After achieving his goal of competing at the Hawaii Ironman, the story doesn’t end. That’s one of the better twists. Rather than settling, Dunn pivots again and starts pushing himself in new ways through ultra endurance running, and this is ultra in the true sense of the word. Longer, lonelier, and often more brutal than triathlon. The distances are hard to comprehend, but the point isn’t the numbers. It’s the willingness to keep choosing discomfort once the big goal box has already been ticked.
There is a framework running through the book, but it’s deliberately simple. Commit properly. Show up daily. Accept discomfort as part of progress. Learn the difference between pain that causes damage and pain that causes growth. Reflect, adjust, and keep going. It works because it has to survive bad days, injury, stress, and self doubt.

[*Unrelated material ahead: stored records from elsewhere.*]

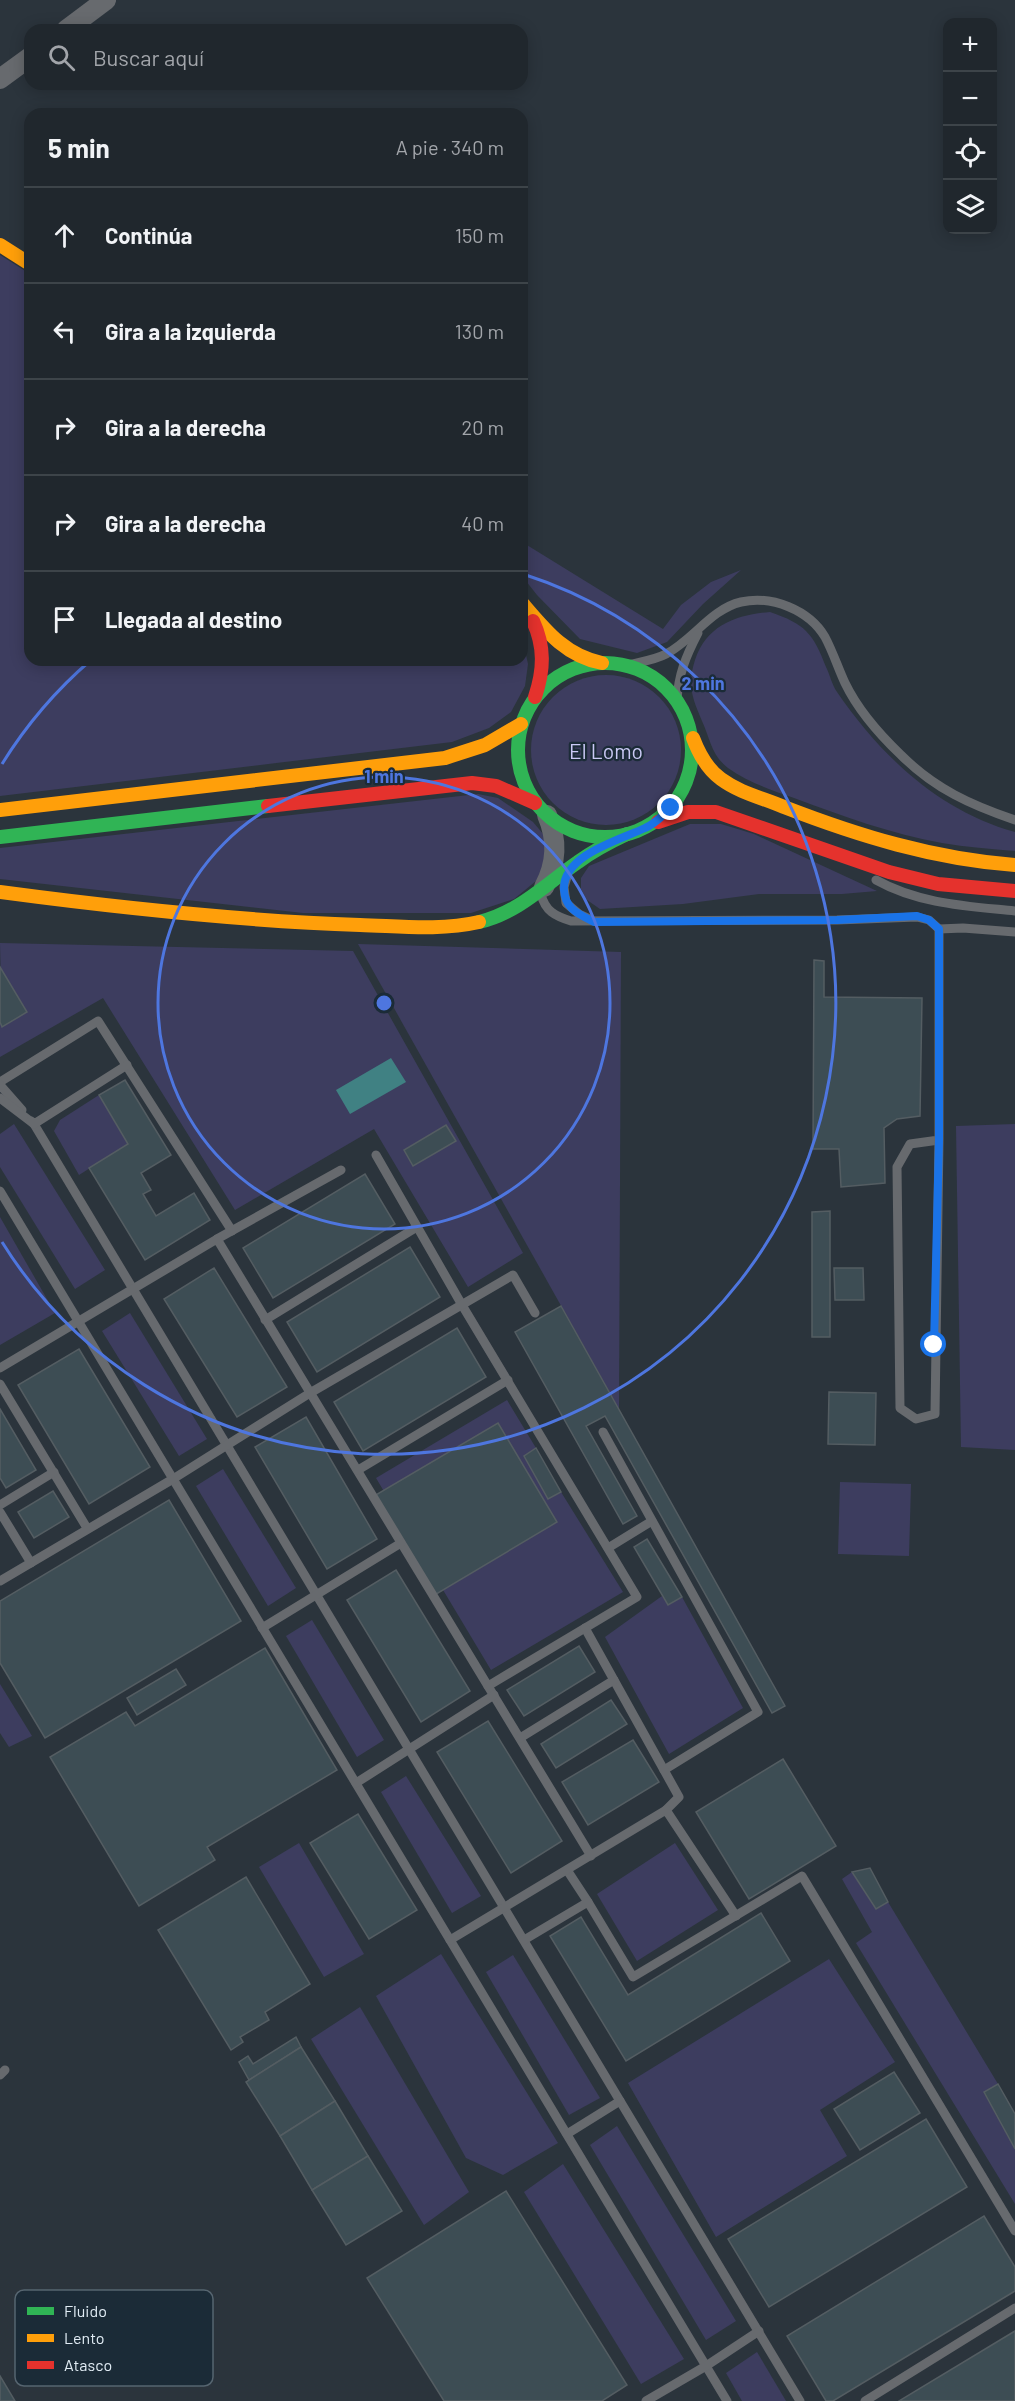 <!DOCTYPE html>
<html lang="es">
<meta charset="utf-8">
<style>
:root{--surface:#20272d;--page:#282f35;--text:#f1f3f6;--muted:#a2a5aa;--line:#3d4449}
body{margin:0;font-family:Barlow,sans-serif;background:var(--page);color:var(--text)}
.controls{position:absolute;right:18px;top:18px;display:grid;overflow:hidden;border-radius:12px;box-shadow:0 3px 15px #0003}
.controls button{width:54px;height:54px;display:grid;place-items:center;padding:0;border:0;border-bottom:2px solid var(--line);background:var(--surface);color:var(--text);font:30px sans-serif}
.stop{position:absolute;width:18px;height:18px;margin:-14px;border:4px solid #1a73e8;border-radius:50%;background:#fff}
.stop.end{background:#1a73e8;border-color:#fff;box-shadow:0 2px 6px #0008}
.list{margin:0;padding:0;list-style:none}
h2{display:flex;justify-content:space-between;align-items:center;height:78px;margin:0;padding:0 24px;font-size:26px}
h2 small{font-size:20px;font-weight:400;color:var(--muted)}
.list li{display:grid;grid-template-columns:39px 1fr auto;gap:18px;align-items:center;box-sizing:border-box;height:96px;padding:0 24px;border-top:2px solid var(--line)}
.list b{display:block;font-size:22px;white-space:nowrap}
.list em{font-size:20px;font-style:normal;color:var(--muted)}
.icon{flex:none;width:33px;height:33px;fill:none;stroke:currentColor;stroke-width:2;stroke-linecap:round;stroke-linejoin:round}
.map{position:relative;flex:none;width:1015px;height:2401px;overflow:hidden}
.search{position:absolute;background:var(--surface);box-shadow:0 3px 15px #0003;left:24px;top:24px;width:504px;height:66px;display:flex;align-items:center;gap:15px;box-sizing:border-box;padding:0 21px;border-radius:18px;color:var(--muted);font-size:22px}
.panel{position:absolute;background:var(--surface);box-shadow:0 3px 15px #0003;left:24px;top:108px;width:504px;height:558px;border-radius:18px}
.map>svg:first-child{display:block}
</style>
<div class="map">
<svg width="1015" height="2401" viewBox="0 0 1015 2401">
<rect width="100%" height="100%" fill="#2b343c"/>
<g fill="#3d3d5f">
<polygon points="0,255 30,274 30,660 522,660 522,637 528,664 525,686 511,712 489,728 452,742 0,796"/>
<polygon points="522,542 663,629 681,605 711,582 741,570 703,604 667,642 637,653 580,639 537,595 522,576"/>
<path d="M770 612C805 624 813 633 826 667 830 675 832 685 837 692 881 756 939 811 1015 832V851C991 849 966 847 942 843 892 834 842 816 794 798 772 790 747 782 728 768 711 755 710 738 702 721 692 697 687 685 695 660 707 625 736 615 770 612Z"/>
<circle cx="606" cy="750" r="75"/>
<polygon points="478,794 498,798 533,822 544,835 548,849 546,862 536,881 514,899 471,913 303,913 0,879 0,848"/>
<polygon points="690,824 721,824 754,834 877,891 842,894 759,894 683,904 600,909 587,900 581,889 581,878 589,866"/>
<polygon points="0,943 353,951 523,1253 468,1287 374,1129 235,1210 103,998 0,1057 0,1022 2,1026"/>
<polygon points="358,944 621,952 619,1409"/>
<polygon points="99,1095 128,1144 79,1175 54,1131 60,1120"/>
<polygon points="14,1124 105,1270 75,1289 0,1167 0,1134"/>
<polygon points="1015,1124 1015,1450 961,1447 956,1126"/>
<polygon points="0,1217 55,1313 0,1345"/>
<polygon points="130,1313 207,1439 179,1456 102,1331"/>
<polygon points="507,1400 536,1448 524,1456 548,1498 561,1492 623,1592 491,1670 376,1478"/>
<polygon points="223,1469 296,1588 268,1606 196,1486"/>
<polygon points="840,1482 911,1484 909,1556 838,1554"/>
<polygon points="662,1596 668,1605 682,1597 743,1708 669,1754 605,1637"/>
<polygon points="312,1620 384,1740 357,1757 286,1636"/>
<polygon points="0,1684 32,1736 9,1747 0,1733"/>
<polygon points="406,1776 481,1896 452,1913 381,1792"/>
<polygon points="299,1843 364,1954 324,1977 259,1867"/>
<polygon points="675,1843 718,1910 637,1961 597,1894"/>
<polygon points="852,1872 876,1909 888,1902 998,2084 984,2093 1015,2149 1015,2204 856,1943 872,1932 842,1879"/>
<polygon points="441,1954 558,2143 503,2175 466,2158 376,1996"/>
<polygon points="513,1955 600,2098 569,2115 486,1972"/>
<polygon points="829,1959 895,2062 820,2110 847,2156 716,2237 628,2083"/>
<polygon points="360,2007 469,2192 424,2225 311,2039"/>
<polygon points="617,2126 736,2321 706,2340 590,2145"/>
<polygon points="563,2164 684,2359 641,2384 524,2192"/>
<polygon points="757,2352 786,2401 742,2401 726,2373"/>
</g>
<polygon fill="#408183" points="391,1058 406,1082 350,1114 336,1090"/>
<g fill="#3d4d54" stroke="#545d62" stroke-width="1.5">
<polygon points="814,960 824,961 824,997 922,998 920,1116 897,1119 884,1128 885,1183 841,1187 839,1149 813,1149"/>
<polygon points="0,967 27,1012 2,1027 0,1022"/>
<polygon points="125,1080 171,1155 141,1173 151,1190 143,1194 156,1216 194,1193 210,1220 145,1260 89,1168 128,1144 99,1095"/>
<polygon points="446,1125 456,1141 413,1166 404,1150"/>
<polygon points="365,1174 395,1224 273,1298 243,1248"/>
<polygon points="830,1211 830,1337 812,1337 812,1212"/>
<polygon points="410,1247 440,1297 317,1372 287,1322"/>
<polygon points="214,1268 287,1387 237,1417 164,1299"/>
<polygon points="834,1268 863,1268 864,1300 835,1300"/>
<polygon points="561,1306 785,1706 772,1713 605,1416 586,1426 637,1516 623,1524 515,1332"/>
<polygon points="457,1328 486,1377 363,1451 334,1402"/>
<polygon points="79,1349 150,1467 89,1504 18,1385"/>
<polygon points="829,1392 876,1393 875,1445 828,1444"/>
<polygon points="0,1409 36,1470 6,1488 0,1478"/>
<polygon points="306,1417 377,1539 327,1569 255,1447"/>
<polygon points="498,1423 557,1522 433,1596 374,1496"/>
<polygon points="536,1448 561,1492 548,1499 524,1456"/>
<polygon points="53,1491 69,1517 34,1538 18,1512"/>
<polygon points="169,1500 241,1621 45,1738 0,1663 0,1601"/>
<polygon points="647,1539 682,1597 668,1605 634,1547"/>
<polygon points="396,1570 470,1691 421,1722 347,1600"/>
<polygon points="579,1646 595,1672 524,1716 507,1690"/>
<polygon points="265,1648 337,1770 207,1847 215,1860 139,1906 50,1757 126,1712 135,1726"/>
<polygon points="176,1669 186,1685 137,1715 127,1698"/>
<polygon points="611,1700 627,1724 556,1768 541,1744"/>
<polygon points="488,1721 562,1841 511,1873 437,1752"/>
<polygon points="633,1740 659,1782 588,1825 562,1782"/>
<polygon points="783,1759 836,1846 749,1899 696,1812"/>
<polygon points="358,1814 417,1910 369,1939 310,1843"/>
<polygon points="870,1868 888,1902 876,1909 852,1872"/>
<polygon points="246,1877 310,1984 265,2012 269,2020 240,2037 243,2042 231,2050 158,1930"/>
<polygon points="761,1913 790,1961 626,2061 550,1936 581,1917 628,1995"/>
<polygon points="296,2037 301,2047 249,2080 239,2062 248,2056 253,2064"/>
<polygon points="301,2047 335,2101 280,2136 246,2082"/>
<polygon points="894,2072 920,2113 860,2150 834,2109"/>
<polygon points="998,2084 1015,2114 1015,2149 984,2092"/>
<polygon points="335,2101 368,2156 312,2190 280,2136"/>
<polygon points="926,2119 967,2187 769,2307 728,2239"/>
<polygon points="368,2156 402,2211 346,2245 312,2190"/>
<polygon points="506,2191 627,2385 602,2401 444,2401 367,2278"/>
<polygon points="984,2216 1015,2267 1015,2291 833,2401 826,2401 787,2336"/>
<polygon points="1015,2331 1015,2401 899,2401"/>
<polygon points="0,2376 15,2401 0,2401"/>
</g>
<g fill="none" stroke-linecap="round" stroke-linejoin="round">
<g stroke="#676a6e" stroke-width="9">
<path d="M627 665C640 662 655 660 666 654 693 640 711 609 741 602 772 595 809 610 825 637 833 652 838 668 845 683 858 710 879 734 901 755 935 789 971 805 1015 820"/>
<path d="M677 701C678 675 686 656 698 633"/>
<polyline points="567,877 564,887 566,903 579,914 590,919"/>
<path d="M876 880C919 904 967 906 1015 911"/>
<path d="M541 894C545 911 555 916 571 921L837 920 917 917 929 920 939 929 963 928 1015 932"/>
<polyline points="0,1082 98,1021 232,1231"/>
<polyline points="0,1085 22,1110"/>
<polyline points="0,1098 34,1124 800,2401"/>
<polyline points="31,1121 34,1124 127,1065"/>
<polyline points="939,1140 910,1144 897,1167 900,1408 916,1419 935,1414 939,1140 939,929"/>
<polyline points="376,1155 462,1305 637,1597 488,1686"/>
<polyline points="0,1191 727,2401"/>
<polyline points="217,1239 341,1170"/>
<polyline points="265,1320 417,1227"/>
<polyline points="0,1368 217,1239 591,1856"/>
<polyline points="0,1384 87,1528"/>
<polyline points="603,1432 758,1712 664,1770"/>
<polyline points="358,1470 508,1380"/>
<polyline points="0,1505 54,1472"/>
<polyline points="0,1512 31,1563"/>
<polyline points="608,1548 652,1521"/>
<polyline points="0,1581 173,1479 310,1393 513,1275 535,1313"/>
<polyline points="262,1628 401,1543"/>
<polyline points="585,1628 679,1797 666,1810"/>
<polyline points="520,1738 614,1680"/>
<polyline points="356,1783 494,1695"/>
<polyline points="567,1870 588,1902"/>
<polyline points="450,1940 666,1810 736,1916"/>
<polyline points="524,1940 588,1902 633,1977 802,1876 1015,2231"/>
<polyline points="0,2075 5,2070"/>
<polyline points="567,2134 620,2101"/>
<polyline points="646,2401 706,2366 759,2331"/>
<polyline points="865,2401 1015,2308"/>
</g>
<g stroke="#676a6e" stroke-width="20">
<polyline points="66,30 106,0"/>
<polyline points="0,79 30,57"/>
<path d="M544 887C557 863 558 840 547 815"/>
</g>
<g stroke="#30b455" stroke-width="14">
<circle cx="605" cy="750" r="87"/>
<polyline points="0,837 268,806"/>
<path d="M479 922C518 913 546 884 578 862 593 851 610 842 627 834"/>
</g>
<g stroke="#ff9f0a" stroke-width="14">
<polyline points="0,245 30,264"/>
<path d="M523 604C546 631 566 656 602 663"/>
<path d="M693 738C699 754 707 769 721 779 740 793 763 798 784 807 859 836 934 859 1015 865"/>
<polyline points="0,810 445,758 485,745 521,724"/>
<path d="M0 892C120 908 239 921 360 925 399 926 440 931 479 922"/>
</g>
<g stroke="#e5322d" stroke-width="14">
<path d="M533 621C545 647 544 670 535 697"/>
<polyline points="268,806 472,783 496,786 535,803"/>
<polyline points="658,822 688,812 716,812 889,872 938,884 1015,891"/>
</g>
</g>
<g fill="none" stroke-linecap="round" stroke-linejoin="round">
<path stroke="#1a73e8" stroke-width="8" d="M671 808C663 815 655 824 645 828 620 840 562 855 564 890 565 909 579 914 594 922L837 920 917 916 929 920 939 929V1140L934 1345"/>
</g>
<g fill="none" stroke="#4e76df" stroke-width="3">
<circle cx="384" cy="1003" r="226"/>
<path d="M2 764A451 451 0 0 1 91 660M523 574A451 451 0 1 1 2 1242"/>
</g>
<g text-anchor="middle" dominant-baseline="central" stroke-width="4.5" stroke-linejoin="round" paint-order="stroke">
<g font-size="21" fill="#cac9f5" stroke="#1b2b37">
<text x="606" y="750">El Lomo</text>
</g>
</g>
<rect x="15" y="2290" width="198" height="96" rx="9" fill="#1b2b37" stroke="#566570" stroke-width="1.5"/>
<rect x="27" y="2307" width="27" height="8" fill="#30b455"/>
<rect x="27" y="2334" width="27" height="8" fill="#ff9f0a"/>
<rect x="27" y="2361" width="27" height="8" fill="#e5322d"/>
<g font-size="16" fill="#e1ecf4">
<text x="64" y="2317">Fluido</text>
<text x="64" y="2344">Lento</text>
<text x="64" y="2371">Atasco</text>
</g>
<circle cx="384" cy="1003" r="9" fill="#4e76df" stroke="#1b2b37" stroke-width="3"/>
<g font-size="18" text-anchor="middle" font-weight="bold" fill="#4e76df" stroke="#1b2b37" stroke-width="4.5" stroke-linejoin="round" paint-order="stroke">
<text x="703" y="690">2 min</text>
<text x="384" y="783">1 min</text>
</g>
</svg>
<div class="controls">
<button>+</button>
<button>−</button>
<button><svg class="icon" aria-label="locate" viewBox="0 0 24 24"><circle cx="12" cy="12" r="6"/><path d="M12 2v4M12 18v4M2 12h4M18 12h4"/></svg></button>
<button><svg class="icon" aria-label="layers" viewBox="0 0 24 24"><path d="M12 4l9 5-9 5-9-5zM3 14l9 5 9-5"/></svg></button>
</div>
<div class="stop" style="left:934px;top:1345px"></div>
<div class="stop end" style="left:671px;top:808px"></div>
<div class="search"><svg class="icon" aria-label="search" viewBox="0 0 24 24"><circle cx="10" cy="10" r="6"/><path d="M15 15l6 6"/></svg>Buscar aquí</div>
<section class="panel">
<h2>5 min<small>A pie · 340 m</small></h2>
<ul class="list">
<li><svg class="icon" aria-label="ahead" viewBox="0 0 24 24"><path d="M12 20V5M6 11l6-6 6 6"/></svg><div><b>Continúa</b></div><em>150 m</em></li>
<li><svg class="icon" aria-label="left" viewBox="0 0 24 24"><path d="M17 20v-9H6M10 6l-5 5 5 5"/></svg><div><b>Gira a la izquierda</b></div><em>130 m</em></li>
<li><svg class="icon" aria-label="right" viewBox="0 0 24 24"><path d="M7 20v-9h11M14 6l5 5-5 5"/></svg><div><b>Gira a la derecha</b></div><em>20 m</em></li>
<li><svg class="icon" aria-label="right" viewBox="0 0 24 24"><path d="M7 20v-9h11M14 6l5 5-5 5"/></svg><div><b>Gira a la derecha</b></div><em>40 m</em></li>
<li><svg class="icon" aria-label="arrive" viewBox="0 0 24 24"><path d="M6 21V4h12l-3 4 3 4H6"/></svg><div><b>Llegada al destino</b></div></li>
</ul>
</section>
</div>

Dunn also connects endurance sport to business without forcing the analogy. He’s a successful businessman and runs a business built around these ideas, not as slogans, but as practice. Discipline compounds. Consistency matters more than motivation. Stress and anxiety don’t disappear, but they can be understood, managed, and used rather than avoided. Failure becomes feedback rather than identity.
The Audible version deserves mention. It isn’t polished. It sounds like someone thinking out loud at times. That roughness suits the message. This isn’t a rehearsed performance. It feels lived.
Unlimited won’t turn you into an Ironman. It doesn’t try to. In fact, some of the stories about nearly drowning or getting kicked in the head might do the exact opposite of inspiring. What the book does do is challenge the quiet assumptions many of us carry about our limits, especially at work, in leadership, and in mid career life. It asks whether you’ve ever really tested yourself, or whether you’ve been stopping early and calling it sensible.
That question sticks.
My top three takeaways:
- Most limits are negotiated, not enforced
We often stop because discomfort feels like a warning, when it’s usually just unfamiliar territory. - Failure is part of the training, not a detour
Dropping out, getting injured, or falling short doesn’t disqualify you. It builds the resilience you can’t get any other way. - Clarity follows commitment
Dunn didn’t wait to feel ready. He committed, then figured things out under pressure. That applies as much to careers and leadership as it does to endurance sport.
You don’t need to want to run ultras or race Ironman to get value from this book. You just need to be honest about where you might be backing off early.
That’s perhaps the uncomfortable part. But it also the useful one.